Number filter not working as expected

RAPosthumus · April 30, 2018, 5:38am

I have a string2doc node that uses rowid’s as document title.
If I next apply a number filter (filtering mode filter terms representing numbers), the numbers get indeed filtered out, but also the numbers in the document title. That last thing shouldn’t happen. Is there any way to prevent this?

Patrick1974 · May 1, 2018, 10:00am

Hey @RAPosthumus,

my suggestion is, that you need to specify in your reader node, that the data contains a title / label line. What reader node do you use?

Kind regards,

Patrick

RAPosthumus · May 1, 2018, 6:05pm

See the image below for my settings below.
Strings to document -> number filter -> BoW knime_2018-05-01_19-43-33

kilian.thiel · May 2, 2018, 7:09am

Hi @RAPosthumus,

document titles get preprocessed as well, like the document body. This can’t be prevented. You can set up the number filter in a way that is filters out only terms that represent numbers and leave terms that contain numbers. Row IDs contain numbers (but don’t represent a numbers) and thus won’t be filtered. Alternatively use a different string for the titles.

I hope this helps.

Cheers, Kilian

RAPosthumus · May 2, 2018, 7:57am

Thanks Kilian.
I need the rowid in order to make references later on in the chain (i.e. to get info past a document vector node).
It sure would help if there was an extra checkbox in the string to document node: exclude field from preprocessing operations.

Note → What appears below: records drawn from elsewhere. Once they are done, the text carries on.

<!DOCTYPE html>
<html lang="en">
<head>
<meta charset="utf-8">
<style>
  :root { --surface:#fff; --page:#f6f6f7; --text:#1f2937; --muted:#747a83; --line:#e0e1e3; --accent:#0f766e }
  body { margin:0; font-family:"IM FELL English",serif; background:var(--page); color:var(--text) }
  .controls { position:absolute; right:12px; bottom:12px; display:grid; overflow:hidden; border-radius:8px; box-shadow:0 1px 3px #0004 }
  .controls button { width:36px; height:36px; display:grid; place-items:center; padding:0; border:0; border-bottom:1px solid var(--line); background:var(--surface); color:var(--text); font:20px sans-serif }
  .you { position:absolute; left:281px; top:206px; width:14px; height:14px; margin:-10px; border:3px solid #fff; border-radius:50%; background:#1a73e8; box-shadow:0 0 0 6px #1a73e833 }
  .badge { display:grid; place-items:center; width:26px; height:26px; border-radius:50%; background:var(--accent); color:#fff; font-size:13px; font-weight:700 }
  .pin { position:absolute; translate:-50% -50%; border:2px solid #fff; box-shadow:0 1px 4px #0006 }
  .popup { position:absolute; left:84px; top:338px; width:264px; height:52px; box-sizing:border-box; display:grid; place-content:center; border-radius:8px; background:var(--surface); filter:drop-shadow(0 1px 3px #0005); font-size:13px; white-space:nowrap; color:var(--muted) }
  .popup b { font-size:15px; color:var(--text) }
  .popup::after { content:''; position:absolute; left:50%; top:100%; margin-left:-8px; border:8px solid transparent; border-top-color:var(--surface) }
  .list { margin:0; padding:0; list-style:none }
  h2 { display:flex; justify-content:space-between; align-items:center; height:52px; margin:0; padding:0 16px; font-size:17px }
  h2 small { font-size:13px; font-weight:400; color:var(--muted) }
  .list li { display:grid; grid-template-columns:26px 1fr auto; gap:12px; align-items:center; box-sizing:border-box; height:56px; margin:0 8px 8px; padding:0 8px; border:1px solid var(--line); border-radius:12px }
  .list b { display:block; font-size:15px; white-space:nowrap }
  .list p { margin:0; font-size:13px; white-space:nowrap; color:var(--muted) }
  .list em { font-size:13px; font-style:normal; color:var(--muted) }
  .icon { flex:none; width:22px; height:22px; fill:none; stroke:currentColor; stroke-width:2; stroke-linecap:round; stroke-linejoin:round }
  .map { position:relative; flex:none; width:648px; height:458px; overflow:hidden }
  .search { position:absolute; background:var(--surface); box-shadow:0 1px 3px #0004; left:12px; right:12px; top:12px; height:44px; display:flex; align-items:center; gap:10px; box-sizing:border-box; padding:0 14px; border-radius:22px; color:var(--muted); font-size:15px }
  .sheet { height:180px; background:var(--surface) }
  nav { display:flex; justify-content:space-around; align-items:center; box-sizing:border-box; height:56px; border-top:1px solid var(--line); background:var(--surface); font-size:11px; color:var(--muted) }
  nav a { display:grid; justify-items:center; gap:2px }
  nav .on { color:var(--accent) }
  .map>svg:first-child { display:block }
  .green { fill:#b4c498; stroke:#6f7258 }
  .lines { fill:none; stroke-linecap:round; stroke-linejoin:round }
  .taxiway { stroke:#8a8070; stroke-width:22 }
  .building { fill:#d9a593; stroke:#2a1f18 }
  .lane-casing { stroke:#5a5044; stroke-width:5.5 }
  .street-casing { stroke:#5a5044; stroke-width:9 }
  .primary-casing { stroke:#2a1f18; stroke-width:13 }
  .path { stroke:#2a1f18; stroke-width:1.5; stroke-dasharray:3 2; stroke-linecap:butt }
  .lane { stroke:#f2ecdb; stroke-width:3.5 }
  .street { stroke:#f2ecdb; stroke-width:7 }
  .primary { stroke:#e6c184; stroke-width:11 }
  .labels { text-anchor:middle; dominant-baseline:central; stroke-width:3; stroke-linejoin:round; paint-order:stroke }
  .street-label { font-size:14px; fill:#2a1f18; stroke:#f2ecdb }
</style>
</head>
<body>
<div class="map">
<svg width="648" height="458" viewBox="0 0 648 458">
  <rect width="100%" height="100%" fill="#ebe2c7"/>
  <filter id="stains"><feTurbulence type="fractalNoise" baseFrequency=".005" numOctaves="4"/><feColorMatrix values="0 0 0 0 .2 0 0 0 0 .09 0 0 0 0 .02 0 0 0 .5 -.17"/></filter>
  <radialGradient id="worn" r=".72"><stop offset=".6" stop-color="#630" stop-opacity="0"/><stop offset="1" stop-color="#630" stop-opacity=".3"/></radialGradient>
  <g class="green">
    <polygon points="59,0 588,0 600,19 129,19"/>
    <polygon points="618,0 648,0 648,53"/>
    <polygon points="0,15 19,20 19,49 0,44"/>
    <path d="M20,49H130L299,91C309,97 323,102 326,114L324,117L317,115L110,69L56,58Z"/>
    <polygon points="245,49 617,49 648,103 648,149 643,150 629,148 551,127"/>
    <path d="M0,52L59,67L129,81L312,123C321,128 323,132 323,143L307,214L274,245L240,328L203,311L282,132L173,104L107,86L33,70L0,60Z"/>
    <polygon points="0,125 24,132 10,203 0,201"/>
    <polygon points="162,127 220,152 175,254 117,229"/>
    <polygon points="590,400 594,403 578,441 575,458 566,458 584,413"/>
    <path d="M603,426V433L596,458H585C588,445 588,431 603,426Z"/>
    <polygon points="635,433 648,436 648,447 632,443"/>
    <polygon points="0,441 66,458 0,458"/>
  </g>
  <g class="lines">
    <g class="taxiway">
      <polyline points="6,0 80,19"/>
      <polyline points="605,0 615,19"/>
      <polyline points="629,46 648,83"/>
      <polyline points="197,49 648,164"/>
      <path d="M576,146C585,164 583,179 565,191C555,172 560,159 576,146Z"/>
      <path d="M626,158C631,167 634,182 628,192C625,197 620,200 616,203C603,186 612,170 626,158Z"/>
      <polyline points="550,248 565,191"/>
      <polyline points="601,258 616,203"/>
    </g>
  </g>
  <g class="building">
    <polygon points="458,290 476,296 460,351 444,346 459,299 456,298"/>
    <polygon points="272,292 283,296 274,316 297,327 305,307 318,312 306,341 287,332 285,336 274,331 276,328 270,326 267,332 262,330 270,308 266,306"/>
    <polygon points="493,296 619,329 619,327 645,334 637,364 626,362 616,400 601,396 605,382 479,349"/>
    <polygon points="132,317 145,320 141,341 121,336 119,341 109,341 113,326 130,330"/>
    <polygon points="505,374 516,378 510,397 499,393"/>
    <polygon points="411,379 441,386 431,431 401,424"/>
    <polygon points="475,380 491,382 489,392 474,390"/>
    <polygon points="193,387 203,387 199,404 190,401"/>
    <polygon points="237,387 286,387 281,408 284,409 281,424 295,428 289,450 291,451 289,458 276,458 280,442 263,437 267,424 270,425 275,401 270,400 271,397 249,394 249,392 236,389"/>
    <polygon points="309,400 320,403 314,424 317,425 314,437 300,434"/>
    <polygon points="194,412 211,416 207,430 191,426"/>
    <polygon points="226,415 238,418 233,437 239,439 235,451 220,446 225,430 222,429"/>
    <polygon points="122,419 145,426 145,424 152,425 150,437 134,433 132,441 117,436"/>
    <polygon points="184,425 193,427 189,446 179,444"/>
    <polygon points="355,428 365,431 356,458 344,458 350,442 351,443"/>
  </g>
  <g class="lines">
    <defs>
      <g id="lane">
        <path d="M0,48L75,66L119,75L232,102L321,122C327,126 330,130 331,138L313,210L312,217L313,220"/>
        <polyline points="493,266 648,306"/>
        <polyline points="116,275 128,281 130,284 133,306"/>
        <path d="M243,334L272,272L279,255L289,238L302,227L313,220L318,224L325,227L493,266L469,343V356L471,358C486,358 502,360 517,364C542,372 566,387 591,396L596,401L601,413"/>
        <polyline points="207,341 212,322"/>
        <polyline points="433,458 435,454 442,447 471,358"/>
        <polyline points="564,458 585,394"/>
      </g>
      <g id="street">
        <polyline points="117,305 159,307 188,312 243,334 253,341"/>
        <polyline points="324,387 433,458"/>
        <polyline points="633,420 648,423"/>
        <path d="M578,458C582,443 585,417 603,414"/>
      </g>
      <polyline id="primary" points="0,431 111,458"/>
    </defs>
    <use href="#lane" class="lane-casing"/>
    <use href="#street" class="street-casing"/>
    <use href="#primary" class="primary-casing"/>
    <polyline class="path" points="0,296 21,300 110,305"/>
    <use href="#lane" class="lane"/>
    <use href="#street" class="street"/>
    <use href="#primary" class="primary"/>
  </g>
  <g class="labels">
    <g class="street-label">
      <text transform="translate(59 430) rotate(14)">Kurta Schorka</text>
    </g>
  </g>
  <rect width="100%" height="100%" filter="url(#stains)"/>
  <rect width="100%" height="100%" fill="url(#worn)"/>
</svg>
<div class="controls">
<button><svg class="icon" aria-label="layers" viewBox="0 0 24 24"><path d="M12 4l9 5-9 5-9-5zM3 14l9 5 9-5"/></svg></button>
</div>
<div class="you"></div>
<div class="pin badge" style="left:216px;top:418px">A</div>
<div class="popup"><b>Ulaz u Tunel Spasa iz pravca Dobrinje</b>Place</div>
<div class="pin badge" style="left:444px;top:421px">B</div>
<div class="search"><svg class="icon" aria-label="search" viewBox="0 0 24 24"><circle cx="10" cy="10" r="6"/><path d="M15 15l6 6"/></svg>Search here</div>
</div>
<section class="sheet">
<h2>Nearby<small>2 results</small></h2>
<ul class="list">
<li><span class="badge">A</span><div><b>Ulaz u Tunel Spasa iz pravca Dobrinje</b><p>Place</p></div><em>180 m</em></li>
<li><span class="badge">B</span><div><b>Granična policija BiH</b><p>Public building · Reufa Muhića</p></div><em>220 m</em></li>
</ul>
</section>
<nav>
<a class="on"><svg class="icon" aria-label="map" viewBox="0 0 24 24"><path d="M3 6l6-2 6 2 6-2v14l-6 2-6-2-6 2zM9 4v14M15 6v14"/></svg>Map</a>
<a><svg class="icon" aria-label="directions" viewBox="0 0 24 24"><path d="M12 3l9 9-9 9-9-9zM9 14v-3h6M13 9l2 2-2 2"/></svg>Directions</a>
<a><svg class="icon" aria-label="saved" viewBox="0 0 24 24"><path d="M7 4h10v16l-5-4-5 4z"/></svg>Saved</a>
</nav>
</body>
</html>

kilian.thiel · May 2, 2018, 8:19am

For your use case I recommend to use the RowID also as document category field. This field will not be preprocessed and can be extracted later on for joining.

Cheers, Kilian

RAPosthumus · May 2, 2018, 9:09am

Ah that is a nice workaround.

RAPosthumus · May 2, 2018, 3:28pm

I discovered another workaround:set the tokenizer to OpenNLP English Wordtokenizer (I used to have Open Simpletokenizer).

system · May 9, 2018, 3:28pm

This topic was automatically closed 7 days after the last reply. New replies are no longer allowed.